Wednesday, April 17, 2013

Vehicle Repairs

   I own two old vehicles.  I have a 95 Chevy Corsica and an 84 Chevy K-10 Custom Deluxe pickup.  I love old cars for a few reasons.  One is their body style.  Old vehicles have a certain body style that reminds me of a time when life was simpler.  We didn't really have to impress anyone, they didn't come with all of these fancy gadgets that vehicles come with nowadays.  They had really only two motives functionality and simplicity.  Cars of old didn't come with computers that controlled absolutely everything to do with your vehicle.  They basically just monitored the sensors and that was about it if your vehicle even had a computer. These days cars come with computers slightly more advanced that a home computer it seems.  Which brings me to the other reason I love old vehicles... their inherent simplicity to repair.

  My Corsica has a very simplistic computer.  I can do virtually all of the repair work myself.  For instance in this vehicle I am in the process of replacing the head gasket.  I was able to disassemble the cylinder head and  all of the components that bolt to it myself, took the head to get checked and milled, pop on the new gasket and now all that is needed is to put her all back together, flush and refill the cooling system, change the oil and oil filter, change the spark plugs and wires and drive the hell out of her.  This vehicle saved me a ton of money in gas which is one of many reasons for my love for her.  Her blowing the head gasket however is the reason I purchased my truck.
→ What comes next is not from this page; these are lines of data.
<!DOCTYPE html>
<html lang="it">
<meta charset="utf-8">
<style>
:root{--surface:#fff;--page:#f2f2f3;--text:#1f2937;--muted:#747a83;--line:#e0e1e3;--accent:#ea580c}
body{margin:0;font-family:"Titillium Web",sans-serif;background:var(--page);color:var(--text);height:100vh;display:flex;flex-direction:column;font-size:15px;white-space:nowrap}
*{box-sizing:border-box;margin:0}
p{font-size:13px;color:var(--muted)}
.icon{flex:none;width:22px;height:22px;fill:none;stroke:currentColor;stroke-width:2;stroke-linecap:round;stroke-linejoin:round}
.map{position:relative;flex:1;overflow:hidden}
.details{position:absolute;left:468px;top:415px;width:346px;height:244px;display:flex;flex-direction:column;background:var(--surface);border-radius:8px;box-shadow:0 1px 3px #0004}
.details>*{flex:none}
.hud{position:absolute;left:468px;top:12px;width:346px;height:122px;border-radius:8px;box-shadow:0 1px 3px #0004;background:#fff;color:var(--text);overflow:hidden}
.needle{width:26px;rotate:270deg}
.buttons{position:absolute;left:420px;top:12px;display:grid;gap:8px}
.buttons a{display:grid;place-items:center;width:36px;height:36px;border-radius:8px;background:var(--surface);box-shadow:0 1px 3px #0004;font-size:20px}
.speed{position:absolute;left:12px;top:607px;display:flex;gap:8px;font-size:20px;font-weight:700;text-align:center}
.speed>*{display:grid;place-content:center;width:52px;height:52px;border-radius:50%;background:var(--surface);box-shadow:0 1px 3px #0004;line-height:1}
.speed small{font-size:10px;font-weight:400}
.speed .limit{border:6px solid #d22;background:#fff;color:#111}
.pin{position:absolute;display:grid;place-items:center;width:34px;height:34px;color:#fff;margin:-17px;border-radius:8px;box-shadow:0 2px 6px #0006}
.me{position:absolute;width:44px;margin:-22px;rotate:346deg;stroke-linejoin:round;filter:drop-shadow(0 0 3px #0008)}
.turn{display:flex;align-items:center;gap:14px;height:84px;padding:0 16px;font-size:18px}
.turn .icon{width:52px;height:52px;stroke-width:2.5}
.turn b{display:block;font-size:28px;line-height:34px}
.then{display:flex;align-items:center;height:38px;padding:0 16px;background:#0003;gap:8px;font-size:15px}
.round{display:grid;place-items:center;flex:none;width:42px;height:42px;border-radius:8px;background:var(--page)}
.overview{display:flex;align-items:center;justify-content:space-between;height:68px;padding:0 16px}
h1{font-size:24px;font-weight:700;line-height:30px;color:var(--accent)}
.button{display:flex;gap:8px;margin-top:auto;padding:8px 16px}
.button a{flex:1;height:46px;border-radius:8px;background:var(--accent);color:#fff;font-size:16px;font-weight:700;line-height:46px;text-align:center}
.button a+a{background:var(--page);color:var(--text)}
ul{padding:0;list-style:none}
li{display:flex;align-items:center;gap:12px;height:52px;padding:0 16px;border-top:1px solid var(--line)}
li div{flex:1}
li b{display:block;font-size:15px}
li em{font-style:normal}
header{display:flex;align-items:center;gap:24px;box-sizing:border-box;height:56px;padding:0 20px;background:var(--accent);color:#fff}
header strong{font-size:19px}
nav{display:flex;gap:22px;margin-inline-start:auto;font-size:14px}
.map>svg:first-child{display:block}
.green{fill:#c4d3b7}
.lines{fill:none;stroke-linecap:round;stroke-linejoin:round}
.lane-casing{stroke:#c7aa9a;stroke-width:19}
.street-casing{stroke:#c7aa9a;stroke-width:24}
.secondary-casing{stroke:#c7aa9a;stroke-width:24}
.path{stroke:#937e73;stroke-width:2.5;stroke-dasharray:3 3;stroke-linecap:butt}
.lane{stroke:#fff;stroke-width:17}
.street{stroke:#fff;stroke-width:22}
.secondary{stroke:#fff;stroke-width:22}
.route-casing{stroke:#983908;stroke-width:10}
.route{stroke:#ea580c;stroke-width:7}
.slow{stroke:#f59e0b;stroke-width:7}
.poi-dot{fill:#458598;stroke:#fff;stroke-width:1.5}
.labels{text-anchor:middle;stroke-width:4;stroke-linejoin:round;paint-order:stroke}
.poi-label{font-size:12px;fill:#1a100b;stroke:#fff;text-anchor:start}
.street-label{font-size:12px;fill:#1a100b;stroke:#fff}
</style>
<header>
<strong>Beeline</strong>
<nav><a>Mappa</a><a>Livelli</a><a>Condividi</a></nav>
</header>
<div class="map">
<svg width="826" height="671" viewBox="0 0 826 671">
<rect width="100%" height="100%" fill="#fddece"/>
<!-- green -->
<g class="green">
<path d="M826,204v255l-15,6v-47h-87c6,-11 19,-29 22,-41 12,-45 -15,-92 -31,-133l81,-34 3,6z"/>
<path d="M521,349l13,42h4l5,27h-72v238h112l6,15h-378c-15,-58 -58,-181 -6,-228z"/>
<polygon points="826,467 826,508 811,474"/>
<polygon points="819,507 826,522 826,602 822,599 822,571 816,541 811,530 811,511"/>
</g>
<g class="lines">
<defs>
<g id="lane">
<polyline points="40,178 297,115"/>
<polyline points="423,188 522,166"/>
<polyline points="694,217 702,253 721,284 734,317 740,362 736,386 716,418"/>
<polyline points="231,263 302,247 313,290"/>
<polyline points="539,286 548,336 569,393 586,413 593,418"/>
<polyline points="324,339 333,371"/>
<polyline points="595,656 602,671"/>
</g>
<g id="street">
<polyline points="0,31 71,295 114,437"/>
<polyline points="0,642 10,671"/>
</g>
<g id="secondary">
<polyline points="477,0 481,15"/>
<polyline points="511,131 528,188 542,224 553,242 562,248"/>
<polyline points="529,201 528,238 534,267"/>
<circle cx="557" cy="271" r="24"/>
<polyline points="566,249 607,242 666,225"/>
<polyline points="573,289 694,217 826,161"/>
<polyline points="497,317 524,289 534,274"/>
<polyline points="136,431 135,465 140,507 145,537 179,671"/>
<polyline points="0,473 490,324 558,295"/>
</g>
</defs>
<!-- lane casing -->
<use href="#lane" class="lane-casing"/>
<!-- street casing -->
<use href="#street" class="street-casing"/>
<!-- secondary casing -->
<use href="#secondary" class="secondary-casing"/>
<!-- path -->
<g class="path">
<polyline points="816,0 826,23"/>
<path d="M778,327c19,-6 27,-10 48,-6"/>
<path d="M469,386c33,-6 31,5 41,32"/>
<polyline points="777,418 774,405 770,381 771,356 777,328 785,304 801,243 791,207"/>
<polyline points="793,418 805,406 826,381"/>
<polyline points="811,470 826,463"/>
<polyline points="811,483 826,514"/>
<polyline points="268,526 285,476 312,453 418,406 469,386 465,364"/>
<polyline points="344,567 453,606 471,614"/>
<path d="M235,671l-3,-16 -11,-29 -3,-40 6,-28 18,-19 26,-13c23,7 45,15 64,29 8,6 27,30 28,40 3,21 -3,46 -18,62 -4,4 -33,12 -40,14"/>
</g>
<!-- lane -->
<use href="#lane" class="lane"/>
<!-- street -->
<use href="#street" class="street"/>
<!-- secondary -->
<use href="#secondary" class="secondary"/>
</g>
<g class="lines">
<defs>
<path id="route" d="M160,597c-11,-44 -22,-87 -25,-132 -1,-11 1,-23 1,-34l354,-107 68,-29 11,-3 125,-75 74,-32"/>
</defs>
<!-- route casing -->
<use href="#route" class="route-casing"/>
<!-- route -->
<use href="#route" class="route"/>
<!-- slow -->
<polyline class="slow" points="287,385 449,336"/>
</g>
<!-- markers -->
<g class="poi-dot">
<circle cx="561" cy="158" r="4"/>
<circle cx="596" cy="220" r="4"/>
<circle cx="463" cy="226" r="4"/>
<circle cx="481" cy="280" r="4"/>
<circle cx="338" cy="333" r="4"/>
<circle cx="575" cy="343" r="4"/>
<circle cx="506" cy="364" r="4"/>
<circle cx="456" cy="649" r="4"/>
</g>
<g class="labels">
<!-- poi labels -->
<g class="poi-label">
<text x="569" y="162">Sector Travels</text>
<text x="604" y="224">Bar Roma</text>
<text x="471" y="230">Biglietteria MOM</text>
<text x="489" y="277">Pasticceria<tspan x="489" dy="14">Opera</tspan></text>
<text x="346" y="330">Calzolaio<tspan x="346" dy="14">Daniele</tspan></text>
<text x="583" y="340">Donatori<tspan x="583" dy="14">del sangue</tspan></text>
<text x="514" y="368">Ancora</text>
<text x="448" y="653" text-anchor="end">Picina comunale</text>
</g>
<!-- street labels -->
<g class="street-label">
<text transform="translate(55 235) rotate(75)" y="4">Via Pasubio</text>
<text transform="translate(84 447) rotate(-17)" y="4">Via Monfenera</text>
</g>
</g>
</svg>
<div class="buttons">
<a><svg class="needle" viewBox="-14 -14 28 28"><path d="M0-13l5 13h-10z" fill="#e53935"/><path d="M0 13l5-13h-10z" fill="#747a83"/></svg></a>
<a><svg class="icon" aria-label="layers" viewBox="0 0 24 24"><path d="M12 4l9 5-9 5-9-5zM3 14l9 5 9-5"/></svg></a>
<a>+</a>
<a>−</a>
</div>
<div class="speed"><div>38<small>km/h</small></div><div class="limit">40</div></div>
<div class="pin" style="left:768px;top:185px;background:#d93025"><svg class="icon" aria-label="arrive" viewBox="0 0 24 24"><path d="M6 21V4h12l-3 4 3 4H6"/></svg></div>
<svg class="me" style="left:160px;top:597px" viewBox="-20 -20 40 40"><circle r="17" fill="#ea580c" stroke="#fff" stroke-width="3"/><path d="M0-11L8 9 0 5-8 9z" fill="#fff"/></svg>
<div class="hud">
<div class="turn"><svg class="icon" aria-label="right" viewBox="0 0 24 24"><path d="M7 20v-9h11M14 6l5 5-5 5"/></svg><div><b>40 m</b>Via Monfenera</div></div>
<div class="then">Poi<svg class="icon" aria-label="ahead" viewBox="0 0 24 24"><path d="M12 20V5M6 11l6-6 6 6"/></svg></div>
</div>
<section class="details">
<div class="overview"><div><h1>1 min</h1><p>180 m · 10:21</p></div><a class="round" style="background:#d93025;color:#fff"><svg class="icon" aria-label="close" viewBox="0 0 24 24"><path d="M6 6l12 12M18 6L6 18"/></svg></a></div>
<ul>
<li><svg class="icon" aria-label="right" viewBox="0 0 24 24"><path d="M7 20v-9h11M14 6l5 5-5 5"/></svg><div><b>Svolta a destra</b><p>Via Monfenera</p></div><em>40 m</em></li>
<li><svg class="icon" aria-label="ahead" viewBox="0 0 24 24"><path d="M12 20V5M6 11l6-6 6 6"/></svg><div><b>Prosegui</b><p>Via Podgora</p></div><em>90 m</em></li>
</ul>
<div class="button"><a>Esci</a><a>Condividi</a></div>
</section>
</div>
  My truck is a whole other animal all together.  She is quite literally a beast.  However, she is thirty years old and even though she only has 91,000 original miles and is basically in stock condition it's about time some of those old factory parts start failing.  First was the lower radiator hose, a very cheap and easy fix.  Next came the starter and after I finally got the right starter for her it was a matter of minutes before she was running again.  Recently however, the fuel pump went out.  This should have been a twenty minute job but took me two days.  If you are ever working on your vehicle do me a favor and be very careful with your fittings and bolts.  The steel line running from the fuel pump to the carberator was cross threaded at the pump and the bolt had been stripped.  I finally had to remove the smog pump (freeing up a small amount of horsepower) and the alternator and take the whole line off while still attached to the pump,  I was able to have a new line made out of hydraulic hose and zip tied it off of the manifold.  She is running like new now and I'm saving a little in gas with the new pump.  The bottom line is old vehicles save money with cheaper repairs you can do yourself, they are usually better on emissions if you live in a region where you have to do that, and they are fun to drive and restore.  If you are in the market for a new vehicle I would say forgo the new car and get an old one. 


  1. Much appreciated... I feel like people underestimate the benefit of driving older vehicles.